Salvo poche eccezioni, di cui dirò più avanti, gli artisti che mi hanno più impressionato in questa edizione di Art Basel hanno tutti alle spalle una splendida carriera, perciò, il fatto che continuino a proporre nuove opere e sperimentazioni, denota una inesauribile forza creativa..

Robert Longo, da sempre impegnato in diverse battaglie sociali, ha inteso denunciare la proliferazione delle armi e i conseguenti massacri di massa negli Stati Uniti. L’opera Death Star II è una enorme sfera nella quale sono inserite 40.000 pallottole. Il contrasto tra la bellezza della sfera e il tipo di materiale utilizzato genera profonda emozione. (Death Star II, 2017 – 2018, Metro Pictures, Galerie Thaddaeus Ropac)

Della stessa generazione è anche Jenny Holzer che propone delle panchine di marmo sulla cui seduta ha inciso frasi di critica sociale. I temi trattati sono diversi e importanti: dalle riflessioni sul 20* secolo giunge ad affrontare argomenti più attuali, come quello relativo alla paura diffusa, per esempio. Le panchine, realizzate con marmo Nero Pontormo a forti striature bianche e nere, sono disposte in cerchio e restituiscono un fascino particolare all’opera.(Such Words, 2017, Sprüth Magers)
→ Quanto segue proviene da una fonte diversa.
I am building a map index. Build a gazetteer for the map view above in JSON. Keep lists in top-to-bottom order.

James Rosenquist, a mio avviso il migliore interprete della pittura nell’ambito del movimento della Pop Art, ripropone le sue ricerche sulle figure, sulla flora e sull’immaginario attraverso l’utilizzazione della pittura elettronica (Television or the Cat’s Cradle Supports Electronic Picture, 1988 – 1989)
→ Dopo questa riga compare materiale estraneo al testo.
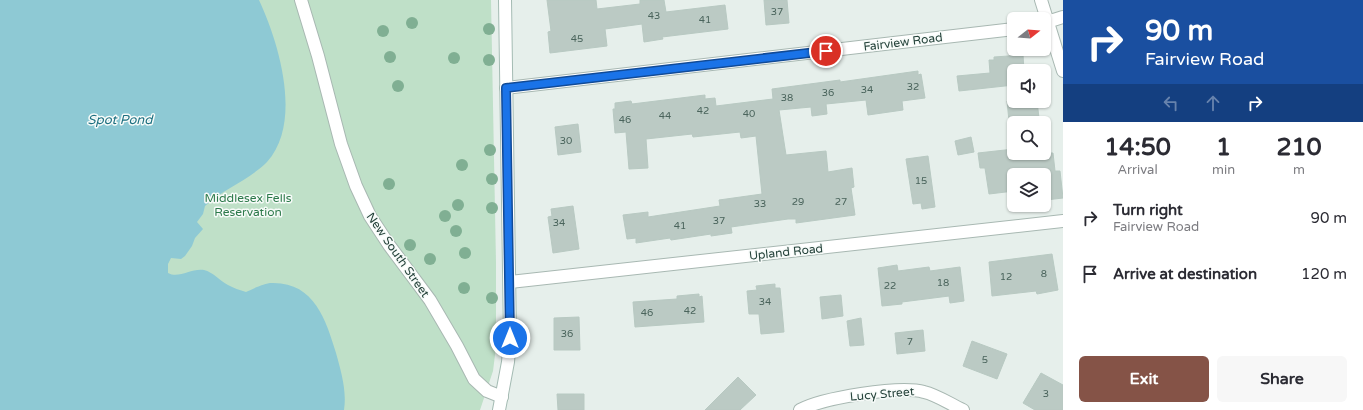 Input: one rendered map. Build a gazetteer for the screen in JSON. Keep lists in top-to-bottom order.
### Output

Yoko Ono, invita gli spettatori a sedersi attorno ad un tavolo per ri-assemblare i pezzi di piattini e tazzine in ceramica distrutti. (Mend Piece – Galerie Lelong version, 1966 – 2018, Galerie Lelong & Co.)
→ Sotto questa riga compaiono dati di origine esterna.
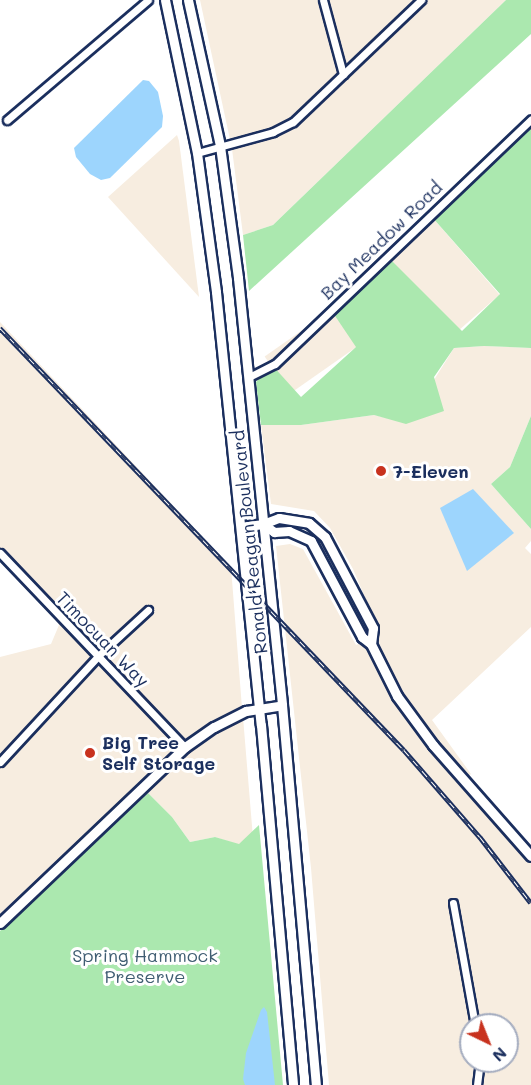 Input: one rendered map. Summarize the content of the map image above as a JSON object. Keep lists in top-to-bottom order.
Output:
{
  "streets": {
    "main road": ["Ronald Reagan Boulevard"],
    "street": ["Bay Meadow Road", "Timocuan Way"]
  },
  "crossings": [
    ["Bay Meadow Road", "Ronald Reagan Boulevard"]
  ],
  "parks": ["Spring Hammock Preserve"],
  "places": ["7-Eleven", "Big Tree Self Storage"],
  "north": "bottom right"
}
Carlos Cruz-Diez, artista venezuelano nato a Caracas nel 1923, ha costruito un ambiente luminoso in continuo mutamento, che interagisce anche in relazione ai movimenti delle persone che vi entrano. Ho assistito ad un affascinante balletto di una ballerina cinese improvvisato lì per lì, che ha rivelato, se mai ce ne fosse stato bisogno, questo delicato gioco di apparizioni e sparizioni. (Translucent Chromointerferent Environment, 1974 – 2009, Galeria Raquel Arnaud)

Di un’altra generazione è la scultrice Lara Favaretto. Nella sua sala ha collocato diversi cubi costruiti con coriandoli dipinti in vari colori. La sua battaglia contro l’arte che decora è molto radicale. (Birdman or (The Unexpected Virtue of Ignorance), 2018, Galleria Franco Noero)

Nella mia pur breve lista non può mancare l’arte digitale. Jon Rafman – nasce a Montreal nel 1981 – propone il suo Dream Journal. Un collage di spezzoni di video difficilmente riconducibili ad una narrazione unitaria, se non quella della dimensione onirica, appunto. (Dream Journal 2016-2017, 2017, Sprüth Magers)

Anche Jacolby Satterwhite si affida al surrealismo in chiave Sci-fi (Science Fiction) per descrivere le sue inquietudini. In esse miscela sottocultura televisiva, danza, mondi tecnologici, scrittura. La sua capacità di mescolare immagini provenienti dal mondo reale con quelle prodotte da software è strabiliante. (Blessed Avenue Factory 6, 2018, Morán Morán / Entertainment Center, 2018, Morán Morán)

Mi fermo qui. Una cronaca molto limitata se pensiamo che ad Art Basel partecipano “solo” le migliori 290 gallerie del mondo, alle quali vanno ad aggiungersi 120 progetti speciali.